Thursday, September 3, 2009

Health Care Bill Will Empower IRS

(Be sure to check out other health care "reform" posts on this blog.)


as if IRS needs any more empowering. Supporters of the administration's health care "reform", is that what you want?

Health care reform means more power for the IRS
(Byron York, 9/2/09 Washington Examiner)

"There's been a lot of discussion about the new and powerful federal agencies that would be created by the passage of a national health care bill. The Health Choices Administration, the Health Benefits Advisory Committee, the Health Insurance Exchange — there are dozens in all.

"But if the plan envisioned by President Barack Obama and Congressional Democrats is enacted, the primary federal bureaucracy responsible for implementing and enforcing national health care will be an old and familiar one: the Internal Revenue Service. Under the Democrats' health care proposals, the already powerful — and already feared — IRS would wield even more power and extend its reach even farther into the lives of ordinary Americans, and the presidentially-appointed head of the new health care bureaucracy would have access to confidential IRS information about millions of individual taxpayers."

"The presidentially-appointed head of the new health care bureaucracy" is none other than the Health Choices Commissioner, which is defined in Subtitle E Section 141 of H.R. 3200 heath care "reform" bill. Not just him/her/it, but people working in that bureaucracy would have access. And the Commissioner would not be accountable to anyone but to the president.

The article continues:

"Under the various proposals now on the table, the IRS would become the main agency for determining who has an "acceptable" health insurance plan; for finding and punishing those who don't have such a plan; for subsidizing individual health insurance costs through the issuance of a tax credits; and for enforcing the rules on those who attempt to opt out, abuse, or game the system. A substantial portion of H.R. 3200, the House health care bill, is devoted to amending the Internal Revenue Code of 1986 in order to give the IRS the authority to perform these new duties.

"The Democrats' plan would require all Americans to have "acceptable" insurance coverage (the legislation includes long and complex definitions of "acceptable") and would designate the IRS as the agency charged with enforcing that requirement. On your yearly 1040 tax return, you would be required to attest that you have "acceptable" coverage. Of course, you might be lying, or simply confused about whether or not you are covered, so the IRS would need a way to check your claim for accuracy.
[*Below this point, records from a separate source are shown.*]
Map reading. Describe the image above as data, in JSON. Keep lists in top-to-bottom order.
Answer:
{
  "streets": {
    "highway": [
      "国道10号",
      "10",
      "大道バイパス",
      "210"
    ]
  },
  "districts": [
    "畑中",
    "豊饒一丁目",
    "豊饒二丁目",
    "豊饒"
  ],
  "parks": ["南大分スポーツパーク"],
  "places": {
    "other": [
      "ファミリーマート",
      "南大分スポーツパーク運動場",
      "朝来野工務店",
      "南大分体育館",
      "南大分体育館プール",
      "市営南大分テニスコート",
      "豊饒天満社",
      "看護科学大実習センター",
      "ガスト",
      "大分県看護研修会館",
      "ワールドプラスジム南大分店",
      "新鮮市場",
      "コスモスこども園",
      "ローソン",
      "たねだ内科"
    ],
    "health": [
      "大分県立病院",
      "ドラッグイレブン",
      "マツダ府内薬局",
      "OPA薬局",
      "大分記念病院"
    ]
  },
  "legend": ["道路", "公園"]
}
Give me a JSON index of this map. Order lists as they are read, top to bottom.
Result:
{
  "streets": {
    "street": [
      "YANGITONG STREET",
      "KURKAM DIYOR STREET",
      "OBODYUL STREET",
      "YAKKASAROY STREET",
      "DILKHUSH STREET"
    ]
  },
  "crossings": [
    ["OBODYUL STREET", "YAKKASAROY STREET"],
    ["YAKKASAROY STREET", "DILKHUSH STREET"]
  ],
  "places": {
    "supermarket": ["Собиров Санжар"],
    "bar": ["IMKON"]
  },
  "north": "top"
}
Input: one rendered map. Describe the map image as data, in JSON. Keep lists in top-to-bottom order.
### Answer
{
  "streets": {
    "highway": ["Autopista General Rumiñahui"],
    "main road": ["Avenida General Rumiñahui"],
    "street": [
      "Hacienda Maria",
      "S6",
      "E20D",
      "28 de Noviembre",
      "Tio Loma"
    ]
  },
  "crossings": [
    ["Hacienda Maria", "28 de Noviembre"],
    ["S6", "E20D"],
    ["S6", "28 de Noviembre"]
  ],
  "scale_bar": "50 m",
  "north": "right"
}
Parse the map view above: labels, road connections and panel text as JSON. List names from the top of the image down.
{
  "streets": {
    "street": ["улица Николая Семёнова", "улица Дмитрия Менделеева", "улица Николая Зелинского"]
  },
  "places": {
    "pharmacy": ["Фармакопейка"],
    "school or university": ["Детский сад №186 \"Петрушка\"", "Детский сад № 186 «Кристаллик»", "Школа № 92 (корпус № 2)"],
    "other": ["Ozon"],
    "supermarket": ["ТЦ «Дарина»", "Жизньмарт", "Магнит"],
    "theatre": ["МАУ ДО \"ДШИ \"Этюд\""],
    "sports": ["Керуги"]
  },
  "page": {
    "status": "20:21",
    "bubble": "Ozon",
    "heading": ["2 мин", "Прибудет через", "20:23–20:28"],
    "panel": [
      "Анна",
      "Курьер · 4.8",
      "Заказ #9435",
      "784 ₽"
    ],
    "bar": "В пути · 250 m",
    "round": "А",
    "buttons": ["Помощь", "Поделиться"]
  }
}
Under current plans, insurers would be required to submit to the IRS something like the 1099 form in which taxpayers report outside income. The IRS would then check the information it receives from the insurers against what you have submitted on your tax form.

"If it all matches up, you're fine. If it doesn't, you will hear from the IRS. And if you don't have "acceptable" coverage, you will be subject to substantial fines — fines that will be administered by the IRS."

and determined by the Health Choices Commissioner.

The section of H.R. 3200 this article mentions that would amend the IRS Revenue Code of 1986 is this:

TITLE IV--AMENDMENTS TO INTERNAL REVENUE CODE OF 1986
Subtitle A--Shared Responsibility
PART 1--INDIVIDUAL RESPONSIBILITY
Section 401 TAX ON INDIVIDUALS WITHOUT ACCEPTABLE HEALTH CARE COVERAGE.

(a) In General- Subchapter A of chapter 1 of the Internal Revenue Code of 1986 is amended by adding at the end the following new part:

`PART VIII--HEALTH CARE RELATED TAXES
`subpart a. tax on individuals without acceptable health care coverage.
`Subpart A--Tax on Individuals Without Acceptable Health Care Coverage
`Sec. 59B. Tax on individuals without acceptable health care coverage.
`SEC. 59B. TAX ON INDIVIDUALS WITHOUT ACCEPTABLE HEALTH CARE COVERAGE.

The above is the cut and paste from the actual bill as posted on the Library of Congress THOMAS.

Now, this Section 59B defines the penalty tax if you don't have the coverage, and also lists exceptions. That alone makes an interesting and frustrating reading, but the section that has to do with IRS comes right after Section 59B. It's Section 6050X. (So... that's after 59B? There must be some higher order of reasoning behind numbering that I just can't perceive.) You can see, with some effort, that the information that the Washington Examiner writer gleaned out for his article is basically correct. [emphasis is mine, comments in Italic]

`SEC. 6050X. RETURNS RELATING TO HEALTH INSURANCE COVERAGE.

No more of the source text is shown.